Supporting your friends and family with their technology issues can be both rewarding and frustrating. Often, their alternative is a minefield of disinterested support organizations who will walk them through a canned debugging script, almost without listening to their actual concerns and symptoms. One friend of mine had a computer support rep instruct her to reformat her hard drive and re-install the OS – losing all her data and software. This was after only a few minutes of phone diagnosis, and the support rep gave essentially no warning that she was about to burn her own virtual world to the ground. When we fail to step up and help out, we are sometimes sentencing those we care about to a frightening and dismal digital fate.

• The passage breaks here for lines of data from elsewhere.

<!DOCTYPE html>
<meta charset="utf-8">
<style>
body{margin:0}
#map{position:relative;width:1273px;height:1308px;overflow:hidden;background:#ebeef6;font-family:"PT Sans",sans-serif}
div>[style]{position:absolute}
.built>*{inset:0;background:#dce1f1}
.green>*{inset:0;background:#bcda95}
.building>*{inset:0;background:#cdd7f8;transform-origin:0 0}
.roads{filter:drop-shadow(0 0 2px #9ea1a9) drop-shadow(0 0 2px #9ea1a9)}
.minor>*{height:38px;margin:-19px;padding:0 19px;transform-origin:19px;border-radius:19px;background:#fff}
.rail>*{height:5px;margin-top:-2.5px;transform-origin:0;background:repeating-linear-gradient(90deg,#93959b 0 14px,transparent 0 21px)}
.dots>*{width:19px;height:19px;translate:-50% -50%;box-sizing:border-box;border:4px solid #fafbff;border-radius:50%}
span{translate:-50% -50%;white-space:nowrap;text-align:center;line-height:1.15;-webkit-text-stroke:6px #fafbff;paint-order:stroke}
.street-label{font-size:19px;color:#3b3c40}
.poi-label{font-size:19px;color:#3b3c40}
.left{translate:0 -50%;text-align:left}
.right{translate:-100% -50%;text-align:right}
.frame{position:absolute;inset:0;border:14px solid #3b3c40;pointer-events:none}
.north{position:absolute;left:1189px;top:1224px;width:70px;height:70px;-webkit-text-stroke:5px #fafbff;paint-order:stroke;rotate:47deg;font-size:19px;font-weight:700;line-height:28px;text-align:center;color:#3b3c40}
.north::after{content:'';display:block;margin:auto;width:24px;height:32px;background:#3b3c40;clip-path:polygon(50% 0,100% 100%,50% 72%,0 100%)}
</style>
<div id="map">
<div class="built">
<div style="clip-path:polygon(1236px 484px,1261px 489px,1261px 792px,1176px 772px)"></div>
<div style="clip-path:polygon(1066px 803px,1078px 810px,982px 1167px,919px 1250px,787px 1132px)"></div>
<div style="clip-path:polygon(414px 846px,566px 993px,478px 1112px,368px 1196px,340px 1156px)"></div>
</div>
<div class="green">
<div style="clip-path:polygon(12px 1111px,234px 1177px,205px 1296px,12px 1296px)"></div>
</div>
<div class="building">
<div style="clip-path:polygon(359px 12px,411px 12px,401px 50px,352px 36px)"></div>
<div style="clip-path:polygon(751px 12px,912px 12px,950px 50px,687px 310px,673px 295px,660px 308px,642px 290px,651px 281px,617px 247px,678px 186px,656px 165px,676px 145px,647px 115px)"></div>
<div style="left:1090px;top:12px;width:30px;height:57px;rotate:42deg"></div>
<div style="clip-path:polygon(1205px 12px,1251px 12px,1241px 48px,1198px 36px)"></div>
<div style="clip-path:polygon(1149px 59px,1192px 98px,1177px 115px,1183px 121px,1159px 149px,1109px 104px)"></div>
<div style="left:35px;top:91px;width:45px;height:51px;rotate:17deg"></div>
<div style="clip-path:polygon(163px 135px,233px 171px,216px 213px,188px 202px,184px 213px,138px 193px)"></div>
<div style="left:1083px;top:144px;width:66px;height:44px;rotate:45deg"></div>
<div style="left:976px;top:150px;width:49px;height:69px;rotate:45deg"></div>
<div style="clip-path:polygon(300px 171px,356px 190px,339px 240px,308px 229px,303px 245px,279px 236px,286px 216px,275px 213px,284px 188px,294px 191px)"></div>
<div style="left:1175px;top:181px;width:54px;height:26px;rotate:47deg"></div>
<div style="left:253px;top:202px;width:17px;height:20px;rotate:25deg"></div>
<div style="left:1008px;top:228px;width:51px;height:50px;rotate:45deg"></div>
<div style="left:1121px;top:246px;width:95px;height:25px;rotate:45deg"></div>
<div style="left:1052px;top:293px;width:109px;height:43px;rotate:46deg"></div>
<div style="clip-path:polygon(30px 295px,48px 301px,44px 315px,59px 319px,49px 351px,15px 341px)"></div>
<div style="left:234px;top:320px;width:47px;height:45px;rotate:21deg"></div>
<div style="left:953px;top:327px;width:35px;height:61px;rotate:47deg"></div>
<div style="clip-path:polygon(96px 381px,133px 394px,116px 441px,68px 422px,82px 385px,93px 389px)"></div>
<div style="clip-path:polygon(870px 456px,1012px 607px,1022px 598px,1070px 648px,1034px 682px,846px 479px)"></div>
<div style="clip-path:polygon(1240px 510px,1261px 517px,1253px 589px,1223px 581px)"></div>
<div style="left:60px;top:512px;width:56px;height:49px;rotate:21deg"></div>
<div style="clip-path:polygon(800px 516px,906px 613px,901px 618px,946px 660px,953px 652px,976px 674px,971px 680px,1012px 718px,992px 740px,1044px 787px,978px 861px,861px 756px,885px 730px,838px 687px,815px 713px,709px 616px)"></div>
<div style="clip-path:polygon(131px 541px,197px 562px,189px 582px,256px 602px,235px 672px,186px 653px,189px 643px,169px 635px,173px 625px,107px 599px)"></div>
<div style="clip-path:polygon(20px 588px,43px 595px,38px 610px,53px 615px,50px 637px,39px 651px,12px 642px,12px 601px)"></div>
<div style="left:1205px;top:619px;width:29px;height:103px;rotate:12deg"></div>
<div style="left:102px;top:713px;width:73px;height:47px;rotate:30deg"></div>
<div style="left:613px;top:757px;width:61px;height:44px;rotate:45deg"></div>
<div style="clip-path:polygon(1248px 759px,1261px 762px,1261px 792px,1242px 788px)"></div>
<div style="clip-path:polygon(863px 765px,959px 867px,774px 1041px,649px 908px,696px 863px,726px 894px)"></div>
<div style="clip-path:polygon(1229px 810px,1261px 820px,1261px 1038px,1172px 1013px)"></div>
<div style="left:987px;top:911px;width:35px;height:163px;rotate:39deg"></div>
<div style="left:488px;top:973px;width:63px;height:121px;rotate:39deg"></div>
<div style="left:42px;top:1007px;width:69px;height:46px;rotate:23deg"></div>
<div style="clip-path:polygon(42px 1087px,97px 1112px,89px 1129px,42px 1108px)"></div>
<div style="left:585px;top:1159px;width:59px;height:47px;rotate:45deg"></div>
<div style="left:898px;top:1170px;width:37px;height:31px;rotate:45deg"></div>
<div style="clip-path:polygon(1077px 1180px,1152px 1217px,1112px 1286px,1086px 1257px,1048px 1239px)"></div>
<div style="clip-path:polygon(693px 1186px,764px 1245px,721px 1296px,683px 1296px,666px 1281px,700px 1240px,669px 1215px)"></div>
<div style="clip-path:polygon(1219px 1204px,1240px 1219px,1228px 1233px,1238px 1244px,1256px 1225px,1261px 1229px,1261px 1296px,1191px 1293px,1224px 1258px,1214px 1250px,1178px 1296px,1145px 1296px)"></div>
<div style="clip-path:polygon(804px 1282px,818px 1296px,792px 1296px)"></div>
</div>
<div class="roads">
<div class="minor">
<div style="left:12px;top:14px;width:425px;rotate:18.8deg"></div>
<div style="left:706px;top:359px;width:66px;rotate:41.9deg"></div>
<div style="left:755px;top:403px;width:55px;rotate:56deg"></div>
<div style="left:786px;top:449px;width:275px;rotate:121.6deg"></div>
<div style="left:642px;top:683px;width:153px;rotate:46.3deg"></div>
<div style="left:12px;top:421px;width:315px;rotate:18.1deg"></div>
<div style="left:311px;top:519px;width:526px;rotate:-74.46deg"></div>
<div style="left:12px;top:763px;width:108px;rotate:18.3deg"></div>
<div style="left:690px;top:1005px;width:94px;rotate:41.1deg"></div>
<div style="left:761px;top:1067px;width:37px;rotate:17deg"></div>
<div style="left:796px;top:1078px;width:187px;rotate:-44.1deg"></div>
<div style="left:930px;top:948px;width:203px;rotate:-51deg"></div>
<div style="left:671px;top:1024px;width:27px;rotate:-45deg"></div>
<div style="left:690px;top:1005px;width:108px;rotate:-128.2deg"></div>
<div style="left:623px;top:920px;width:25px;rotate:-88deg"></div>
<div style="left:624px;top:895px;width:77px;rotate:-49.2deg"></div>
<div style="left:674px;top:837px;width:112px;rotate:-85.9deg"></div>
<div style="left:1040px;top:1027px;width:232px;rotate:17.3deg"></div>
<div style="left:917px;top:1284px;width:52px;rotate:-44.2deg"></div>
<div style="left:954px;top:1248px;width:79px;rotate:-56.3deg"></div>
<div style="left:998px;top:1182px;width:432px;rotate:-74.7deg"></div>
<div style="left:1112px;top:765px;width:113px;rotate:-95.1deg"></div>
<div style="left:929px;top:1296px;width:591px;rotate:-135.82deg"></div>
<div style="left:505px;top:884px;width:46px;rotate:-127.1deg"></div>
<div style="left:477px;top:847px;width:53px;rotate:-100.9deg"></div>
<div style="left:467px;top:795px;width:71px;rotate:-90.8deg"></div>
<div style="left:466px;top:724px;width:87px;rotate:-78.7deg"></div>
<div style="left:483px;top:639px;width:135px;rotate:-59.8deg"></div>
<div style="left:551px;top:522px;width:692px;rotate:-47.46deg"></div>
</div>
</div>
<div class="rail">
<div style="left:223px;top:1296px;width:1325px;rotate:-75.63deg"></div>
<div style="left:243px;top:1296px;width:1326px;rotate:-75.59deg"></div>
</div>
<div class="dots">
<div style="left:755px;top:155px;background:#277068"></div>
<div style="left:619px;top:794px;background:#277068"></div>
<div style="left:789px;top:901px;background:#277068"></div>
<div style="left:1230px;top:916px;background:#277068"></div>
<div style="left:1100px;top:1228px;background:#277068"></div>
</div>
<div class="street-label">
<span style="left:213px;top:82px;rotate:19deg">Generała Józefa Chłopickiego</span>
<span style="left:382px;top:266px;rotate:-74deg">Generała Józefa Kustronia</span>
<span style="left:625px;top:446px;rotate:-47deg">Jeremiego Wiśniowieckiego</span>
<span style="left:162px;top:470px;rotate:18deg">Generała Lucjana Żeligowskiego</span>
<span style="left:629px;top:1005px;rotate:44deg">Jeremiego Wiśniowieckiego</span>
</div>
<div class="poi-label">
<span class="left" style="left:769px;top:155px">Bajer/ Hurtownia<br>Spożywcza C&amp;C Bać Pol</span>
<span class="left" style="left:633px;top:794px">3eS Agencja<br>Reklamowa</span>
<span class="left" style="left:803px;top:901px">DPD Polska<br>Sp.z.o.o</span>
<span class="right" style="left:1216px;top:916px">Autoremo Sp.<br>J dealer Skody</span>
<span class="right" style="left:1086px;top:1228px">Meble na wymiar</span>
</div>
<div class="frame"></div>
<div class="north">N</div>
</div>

When we do help, it is important to remember that our subjects have no idea whatsoever about the limits of our knowledge and expertise. Usually they overestimate our related skills. I often find myself googling their specific error message or problem as my first step in rendering assistance. Often, the answer is the very first result returned.
What does come into play are our problem solving skills and our empathy. It is easy to forget what your non-technical friends do not know. They have their own skills and expertise in their own areas, and much of what they know about engineering they learned from TV dramas – where tape-bespectacled hackers with pocket protectors slide into NSA computer networks with a few seconds of finger twiddling on the keyboard chanting “Almost there… aaaaaalmost there… Now, we’re in!” Those expectations start us at somewhat of a deficit.
Take your support responsibilities seriously.